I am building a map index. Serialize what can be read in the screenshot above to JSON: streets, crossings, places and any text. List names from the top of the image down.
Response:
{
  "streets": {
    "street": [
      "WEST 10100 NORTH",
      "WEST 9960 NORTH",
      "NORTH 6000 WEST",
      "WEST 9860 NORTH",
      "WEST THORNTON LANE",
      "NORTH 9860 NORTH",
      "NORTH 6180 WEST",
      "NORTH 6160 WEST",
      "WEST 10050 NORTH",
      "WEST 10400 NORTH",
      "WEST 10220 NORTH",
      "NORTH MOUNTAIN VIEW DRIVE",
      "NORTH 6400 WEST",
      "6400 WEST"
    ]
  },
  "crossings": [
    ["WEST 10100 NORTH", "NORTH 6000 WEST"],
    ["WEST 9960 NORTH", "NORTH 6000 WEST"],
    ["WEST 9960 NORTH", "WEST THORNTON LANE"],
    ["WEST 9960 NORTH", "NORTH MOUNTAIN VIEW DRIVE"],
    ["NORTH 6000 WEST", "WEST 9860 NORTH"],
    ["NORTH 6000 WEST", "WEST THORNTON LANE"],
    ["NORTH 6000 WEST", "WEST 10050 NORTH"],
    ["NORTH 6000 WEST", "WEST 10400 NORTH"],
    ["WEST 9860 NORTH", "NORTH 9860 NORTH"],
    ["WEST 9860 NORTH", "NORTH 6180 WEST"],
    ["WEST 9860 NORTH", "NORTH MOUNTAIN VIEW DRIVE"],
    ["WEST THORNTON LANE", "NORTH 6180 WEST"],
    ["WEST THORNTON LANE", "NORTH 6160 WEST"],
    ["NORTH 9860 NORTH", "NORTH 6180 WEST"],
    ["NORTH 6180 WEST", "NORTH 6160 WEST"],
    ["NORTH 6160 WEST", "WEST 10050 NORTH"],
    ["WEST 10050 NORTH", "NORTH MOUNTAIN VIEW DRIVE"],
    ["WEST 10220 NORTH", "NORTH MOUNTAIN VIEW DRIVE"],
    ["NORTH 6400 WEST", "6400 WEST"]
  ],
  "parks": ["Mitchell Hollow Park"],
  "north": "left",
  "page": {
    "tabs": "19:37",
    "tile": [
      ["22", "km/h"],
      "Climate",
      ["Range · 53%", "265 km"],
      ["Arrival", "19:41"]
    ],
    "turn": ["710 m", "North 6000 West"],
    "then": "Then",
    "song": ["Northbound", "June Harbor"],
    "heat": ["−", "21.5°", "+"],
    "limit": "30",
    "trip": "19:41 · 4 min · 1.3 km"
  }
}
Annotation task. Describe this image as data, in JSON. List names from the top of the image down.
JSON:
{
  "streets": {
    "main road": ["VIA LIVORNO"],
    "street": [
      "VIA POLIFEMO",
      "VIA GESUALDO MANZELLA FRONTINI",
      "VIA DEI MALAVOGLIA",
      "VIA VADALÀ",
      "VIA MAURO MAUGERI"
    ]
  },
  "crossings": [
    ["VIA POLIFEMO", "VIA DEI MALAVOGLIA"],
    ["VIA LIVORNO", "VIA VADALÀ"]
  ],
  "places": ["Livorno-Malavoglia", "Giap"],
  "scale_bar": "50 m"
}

# # # # #

▶ What is required: Return the full listing, character for character.

▶ Exercise output:
I am building a map index. Serialize what can be read in the screenshot above to JSON: streets, crossings, places and any text. List names from the top of the image down.
Response:
{
  "streets": {
    "street": [
      "WEST 10100 NORTH",
      "WEST 9960 NORTH",
      "NORTH 6000 WEST",
      "WEST 9860 NORTH",
      "WEST THORNTON LANE",
      "NORTH 9860 NORTH",
      "NORTH 6180 WEST",
      "NORTH 6160 WEST",
      "WEST 10050 NORTH",
      "WEST 10400 NORTH",
      "WEST 10220 NORTH",
      "NORTH MOUNTAIN VIEW DRIVE",
      "NORTH 6400 WEST",
      "6400 WEST"
    ]
  },
  "crossings": [
    ["WEST 10100 NORTH", "NORTH 6000 WEST"],
    ["WEST 9960 NORTH", "NORTH 6000 WEST"],
    ["WEST 9960 NORTH", "WEST THORNTON LANE"],
    ["WEST 9960 NORTH", "NORTH MOUNTAIN VIEW DRIVE"],
    ["NORTH 6000 WEST", "WEST 9860 NORTH"],
    ["NORTH 6000 WEST", "WEST THORNTON LANE"],
    ["NORTH 6000 WEST", "WEST 10050 NORTH"],
    ["NORTH 6000 WEST", "WEST 10400 NORTH"],
    ["WEST 9860 NORTH", "NORTH 9860 NORTH"],
    ["WEST 9860 NORTH", "NORTH 6180 WEST"],
    ["WEST 9860 NORTH", "NORTH MOUNTAIN VIEW DRIVE"],
    ["WEST THORNTON LANE", "NORTH 6180 WEST"],
    ["WEST THORNTON LANE", "NORTH 6160 WEST"],
    ["NORTH 9860 NORTH", "NORTH 6180 WEST"],
    ["NORTH 6180 WEST", "NORTH 6160 WEST"],
    ["NORTH 6160 WEST", "WEST 10050 NORTH"],
    ["WEST 10050 NORTH", "NORTH MOUNTAIN VIEW DRIVE"],
    ["WEST 10220 NORTH", "NORTH MOUNTAIN VIEW DRIVE"],
    ["NORTH 6400 WEST", "6400 WEST"]
  ],
  "parks": ["Mitchell Hollow Park"],
  "north": "left",
  "page": {
    "tabs": "19:37",
    "tile": [
      ["22", "km/h"],
      "Climate",
      ["Range · 53%", "265 km"],
      ["Arrival", "19:41"]
    ],
    "turn": ["710 m", "North 6000 West"],
    "then": "Then",
    "song": ["Northbound", "June Harbor"],
    "heat": ["−", "21.5°", "+"],
    "limit": "30",
    "trip": "19:41 · 4 min · 1.3 km"
  }
}
Annotation task. Describe this image as data, in JSON. List names from the top of the image down.
JSON:
{
  "streets": {
    "main road": ["VIA LIVORNO"],
    "street": [
      "VIA POLIFEMO",
      "VIA GESUALDO MANZELLA FRONTINI",
      "VIA DEI MALAVOGLIA",
      "VIA VADALÀ",
      "VIA MAURO MAUGERI"
    ]
  },
  "crossings": [
    ["VIA POLIFEMO", "VIA DEI MALAVOGLIA"],
    ["VIA LIVORNO", "VIA VADALÀ"]
  ],
  "places": ["Livorno-Malavoglia", "Giap"],
  "scale_bar": "50 m"
}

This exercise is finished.